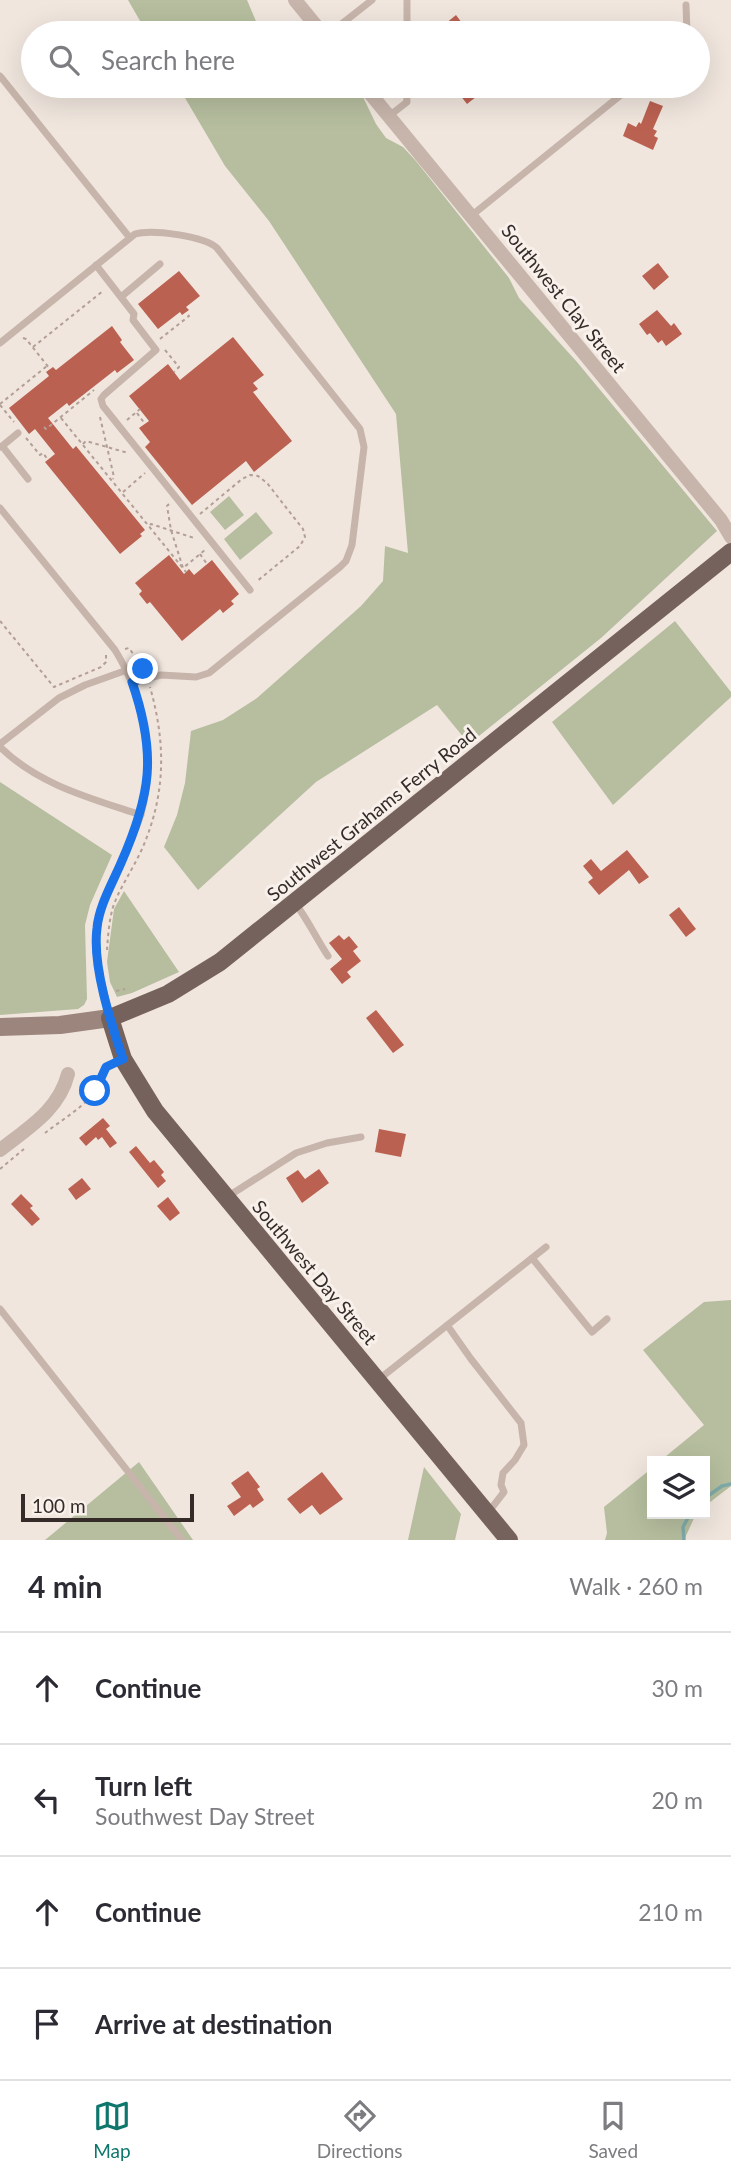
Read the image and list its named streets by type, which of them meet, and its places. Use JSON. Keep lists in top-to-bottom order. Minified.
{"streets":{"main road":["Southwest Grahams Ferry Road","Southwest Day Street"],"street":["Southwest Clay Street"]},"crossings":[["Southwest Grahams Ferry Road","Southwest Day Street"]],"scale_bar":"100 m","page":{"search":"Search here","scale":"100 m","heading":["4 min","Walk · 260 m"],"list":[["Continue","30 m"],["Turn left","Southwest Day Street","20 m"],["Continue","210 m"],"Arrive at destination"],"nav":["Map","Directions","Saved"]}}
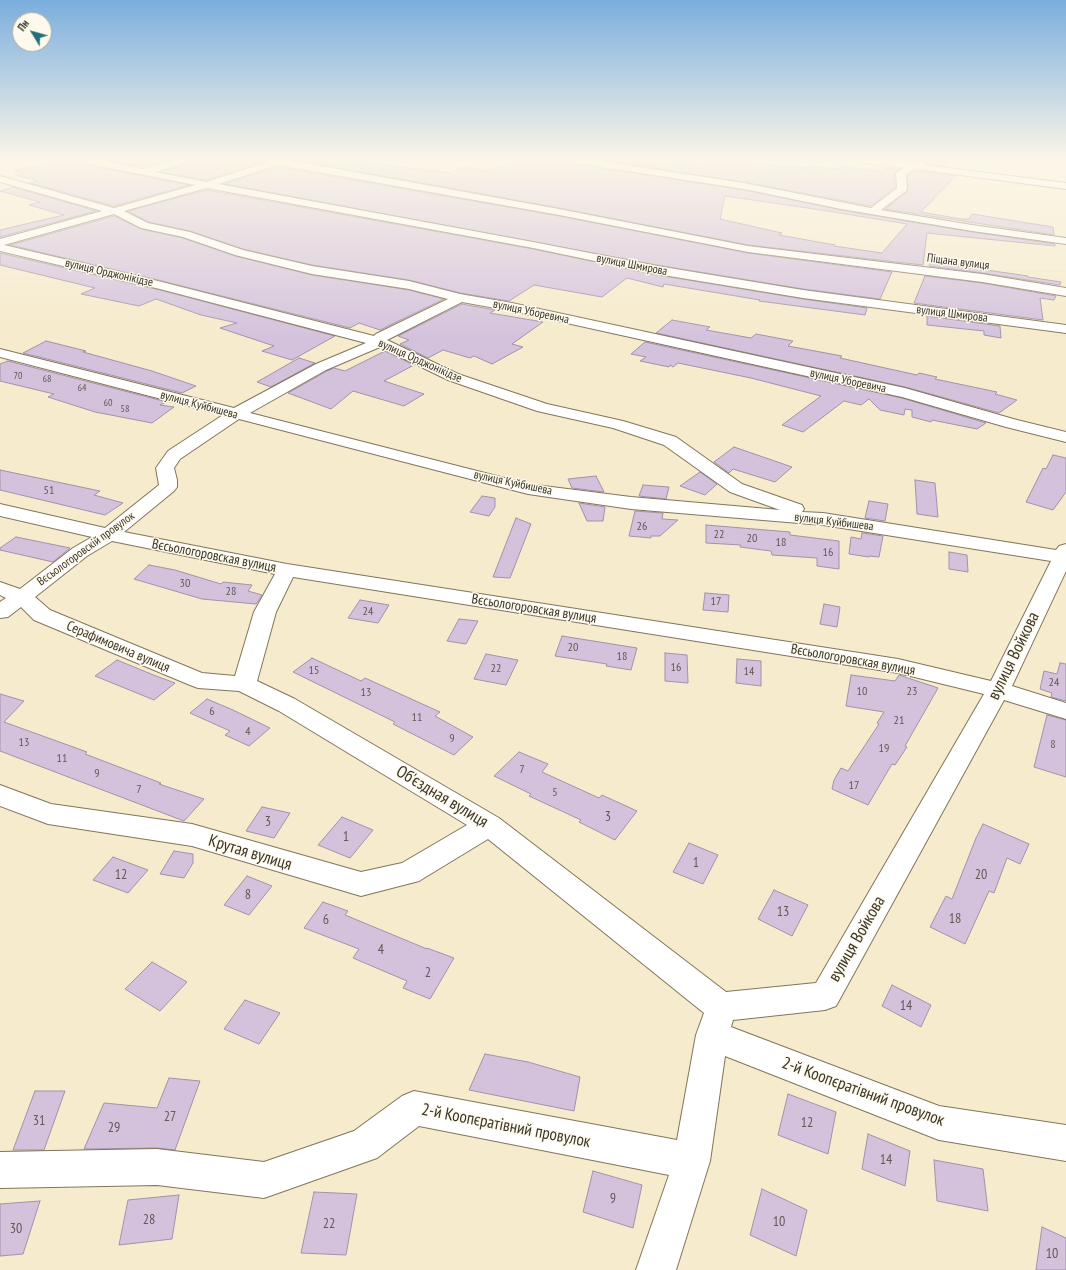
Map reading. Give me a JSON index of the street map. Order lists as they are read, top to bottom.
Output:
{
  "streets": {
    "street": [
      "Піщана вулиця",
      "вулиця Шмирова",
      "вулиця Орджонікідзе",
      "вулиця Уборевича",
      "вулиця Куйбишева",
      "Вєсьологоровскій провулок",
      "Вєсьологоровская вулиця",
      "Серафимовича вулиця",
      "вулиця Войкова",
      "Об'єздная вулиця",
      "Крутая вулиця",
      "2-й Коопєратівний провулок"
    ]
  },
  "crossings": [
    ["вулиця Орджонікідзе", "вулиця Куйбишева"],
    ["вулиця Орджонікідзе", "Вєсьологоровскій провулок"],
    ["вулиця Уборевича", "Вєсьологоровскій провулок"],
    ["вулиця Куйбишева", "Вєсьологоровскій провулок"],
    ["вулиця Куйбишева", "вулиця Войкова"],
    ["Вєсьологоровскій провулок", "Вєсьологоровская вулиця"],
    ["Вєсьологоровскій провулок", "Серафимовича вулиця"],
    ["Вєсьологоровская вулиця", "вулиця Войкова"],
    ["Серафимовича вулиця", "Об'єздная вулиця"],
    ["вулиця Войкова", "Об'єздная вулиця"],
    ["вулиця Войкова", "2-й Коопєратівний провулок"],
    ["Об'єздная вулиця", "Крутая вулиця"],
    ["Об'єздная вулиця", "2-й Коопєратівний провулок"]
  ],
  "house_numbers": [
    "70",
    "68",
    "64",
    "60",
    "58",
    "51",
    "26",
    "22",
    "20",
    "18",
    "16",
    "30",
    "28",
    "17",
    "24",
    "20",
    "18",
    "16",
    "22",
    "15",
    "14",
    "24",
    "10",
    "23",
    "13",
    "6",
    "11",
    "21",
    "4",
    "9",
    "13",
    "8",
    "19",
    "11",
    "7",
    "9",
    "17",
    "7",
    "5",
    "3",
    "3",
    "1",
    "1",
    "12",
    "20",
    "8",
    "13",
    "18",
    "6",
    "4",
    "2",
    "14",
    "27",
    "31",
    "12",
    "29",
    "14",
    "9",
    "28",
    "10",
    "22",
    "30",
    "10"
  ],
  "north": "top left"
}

◆ ◆ ◆ ◆

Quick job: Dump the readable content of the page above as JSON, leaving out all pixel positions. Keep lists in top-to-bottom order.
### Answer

◆ ◆ ◆ ◆

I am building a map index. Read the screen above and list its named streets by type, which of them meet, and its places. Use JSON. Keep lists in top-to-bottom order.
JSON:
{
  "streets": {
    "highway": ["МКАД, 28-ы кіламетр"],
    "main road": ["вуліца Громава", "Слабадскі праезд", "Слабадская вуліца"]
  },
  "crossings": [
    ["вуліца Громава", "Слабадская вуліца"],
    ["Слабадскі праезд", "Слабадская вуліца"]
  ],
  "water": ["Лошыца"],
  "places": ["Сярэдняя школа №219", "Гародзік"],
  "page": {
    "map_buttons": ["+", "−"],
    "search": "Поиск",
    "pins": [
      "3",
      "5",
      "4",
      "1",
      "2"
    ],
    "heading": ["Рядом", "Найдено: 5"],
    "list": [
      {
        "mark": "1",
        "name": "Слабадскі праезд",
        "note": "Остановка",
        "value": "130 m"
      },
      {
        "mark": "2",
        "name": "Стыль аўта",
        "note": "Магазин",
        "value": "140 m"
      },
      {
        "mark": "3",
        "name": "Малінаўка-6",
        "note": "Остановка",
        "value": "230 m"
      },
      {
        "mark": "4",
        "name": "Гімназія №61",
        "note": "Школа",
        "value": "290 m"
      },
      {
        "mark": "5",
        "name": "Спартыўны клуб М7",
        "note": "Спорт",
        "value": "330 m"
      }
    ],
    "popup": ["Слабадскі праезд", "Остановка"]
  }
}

◆ ◆ ◆ ◆

Your objective:
Using the records above, print exactly the lines between the ones containing "Read the image" and "Map reading. Give", inclusive, and nothing else; no pictures.

Answer to this exercise:
Read the image and list its named streets by type, which of them meet, and its places. Use JSON. Keep lists in top-to-bottom order. Minified.
{"streets":{"main road":["Southwest Grahams Ferry Road","Southwest Day Street"],"street":["Southwest Clay Street"]},"crossings":[["Southwest Grahams Ferry Road","Southwest Day Street"]],"scale_bar":"100 m","page":{"search":"Search here","scale":"100 m","heading":["4 min","Walk · 260 m"],"list":[["Continue","30 m"],["Turn left","Southwest Day Street","20 m"],["Continue","210 m"],"Arrive at destination"],"nav":["Map","Directions","Saved"]}}
Map reading. Give me a JSON index of the street map. Order lists as they are read, top to bottom.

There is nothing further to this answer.